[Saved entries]
Content starts

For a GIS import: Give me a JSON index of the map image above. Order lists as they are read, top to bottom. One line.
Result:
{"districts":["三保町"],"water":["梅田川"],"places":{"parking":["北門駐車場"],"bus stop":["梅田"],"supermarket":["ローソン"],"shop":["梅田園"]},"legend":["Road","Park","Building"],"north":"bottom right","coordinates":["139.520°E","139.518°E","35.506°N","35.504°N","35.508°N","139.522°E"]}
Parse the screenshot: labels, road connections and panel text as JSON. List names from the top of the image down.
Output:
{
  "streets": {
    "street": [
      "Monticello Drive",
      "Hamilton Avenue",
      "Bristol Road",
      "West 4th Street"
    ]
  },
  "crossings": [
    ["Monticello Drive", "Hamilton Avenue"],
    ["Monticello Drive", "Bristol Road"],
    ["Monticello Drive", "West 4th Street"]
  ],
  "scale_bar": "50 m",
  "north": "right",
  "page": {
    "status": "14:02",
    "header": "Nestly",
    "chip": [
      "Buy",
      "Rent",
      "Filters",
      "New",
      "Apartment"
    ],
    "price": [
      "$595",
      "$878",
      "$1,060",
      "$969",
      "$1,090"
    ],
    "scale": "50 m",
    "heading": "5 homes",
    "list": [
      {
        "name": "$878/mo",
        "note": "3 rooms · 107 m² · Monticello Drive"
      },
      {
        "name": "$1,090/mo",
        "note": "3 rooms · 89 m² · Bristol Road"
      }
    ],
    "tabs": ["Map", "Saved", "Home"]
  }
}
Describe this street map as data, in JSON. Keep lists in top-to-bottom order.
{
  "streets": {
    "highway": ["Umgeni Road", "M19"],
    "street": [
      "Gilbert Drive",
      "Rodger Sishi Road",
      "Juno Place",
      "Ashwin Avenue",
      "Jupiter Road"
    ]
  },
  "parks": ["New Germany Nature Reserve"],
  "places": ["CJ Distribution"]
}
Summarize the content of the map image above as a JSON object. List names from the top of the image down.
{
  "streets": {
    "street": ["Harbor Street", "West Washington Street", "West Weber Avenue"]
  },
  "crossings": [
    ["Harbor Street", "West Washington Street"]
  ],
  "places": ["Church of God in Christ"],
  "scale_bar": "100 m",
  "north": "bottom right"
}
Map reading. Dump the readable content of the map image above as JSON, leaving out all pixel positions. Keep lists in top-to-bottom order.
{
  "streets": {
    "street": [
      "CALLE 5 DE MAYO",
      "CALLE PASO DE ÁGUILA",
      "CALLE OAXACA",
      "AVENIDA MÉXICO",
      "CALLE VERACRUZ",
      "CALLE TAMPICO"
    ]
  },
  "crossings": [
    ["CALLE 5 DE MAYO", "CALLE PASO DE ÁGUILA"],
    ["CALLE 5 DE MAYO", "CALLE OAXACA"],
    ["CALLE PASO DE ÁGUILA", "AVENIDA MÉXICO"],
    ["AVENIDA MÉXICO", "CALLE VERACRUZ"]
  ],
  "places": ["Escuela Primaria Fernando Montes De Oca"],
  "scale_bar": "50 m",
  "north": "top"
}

Content ends

Please copy out every line shown above, exactly.

For a GIS import: Give me a JSON index of the map image above. Order lists as they are read, top to bottom. One line.
Result:
{"districts":["三保町"],"water":["梅田川"],"places":{"parking":["北門駐車場"],"bus stop":["梅田"],"supermarket":["ローソン"],"shop":["梅田園"]},"legend":["Road","Park","Building"],"north":"bottom right","coordinates":["139.520°E","139.518°E","35.506°N","35.504°N","35.508°N","139.522°E"]}
Parse the screenshot: labels, road connections and panel text as JSON. List names from the top of the image down.
Output:
{
  "streets": {
    "street": [
      "Monticello Drive",
      "Hamilton Avenue",
      "Bristol Road",
      "West 4th Street"
    ]
  },
  "crossings": [
    ["Monticello Drive", "Hamilton Avenue"],
    ["Monticello Drive", "Bristol Road"],
    ["Monticello Drive", "West 4th Street"]
  ],
  "scale_bar": "50 m",
  "north": "right",
  "page": {
    "status": "14:02",
    "header": "Nestly",
    "chip": [
      "Buy",
      "Rent",
      "Filters",
      "New",
      "Apartment"
    ],
    "price": [
      "$595",
      "$878",
      "$1,060",
      "$969",
      "$1,090"
    ],
    "scale": "50 m",
    "heading": "5 homes",
    "list": [
      {
        "name": "$878/mo",
        "note": "3 rooms · 107 m² · Monticello Drive"
      },
      {
        "name": "$1,090/mo",
        "note": "3 rooms · 89 m² · Bristol Road"
      }
    ],
    "tabs": ["Map", "Saved", "Home"]
  }
}
Describe this street map as data, in JSON. Keep lists in top-to-bottom order.
{
  "streets": {
    "highway": ["Umgeni Road", "M19"],
    "street": [
      "Gilbert Drive",
      "Rodger Sishi Road",
      "Juno Place",
      "Ashwin Avenue",
      "Jupiter Road"
    ]
  },
  "parks": ["New Germany Nature Reserve"],
  "places": ["CJ Distribution"]
}
Summarize the content of the map image above as a JSON object. List names from the top of the image down.
{
  "streets": {
    "street": ["Harbor Street", "West Washington Street", "West Weber Avenue"]
  },
  "crossings": [
    ["Harbor Street", "West Washington Street"]
  ],
  "places": ["Church of God in Christ"],
  "scale_bar": "100 m",
  "north": "bottom right"
}
Map reading. Dump the readable content of the map image above as JSON, leaving out all pixel positions. Keep lists in top-to-bottom order.
{
  "streets": {
    "street": [
      "CALLE 5 DE MAYO",
      "CALLE PASO DE ÁGUILA",
      "CALLE OAXACA",
      "AVENIDA MÉXICO",
      "CALLE VERACRUZ",
      "CALLE TAMPICO"
    ]
  },
  "crossings": [
    ["CALLE 5 DE MAYO", "CALLE PASO DE ÁGUILA"],
    ["CALLE 5 DE MAYO", "CALLE OAXACA"],
    ["CALLE PASO DE ÁGUILA", "AVENIDA MÉXICO"],
    ["AVENIDA MÉXICO", "CALLE VERACRUZ"]
  ],
  "places": ["Escuela Primaria Fernando Montes De Oca"],
  "scale_bar": "50 m",
  "north": "top"
}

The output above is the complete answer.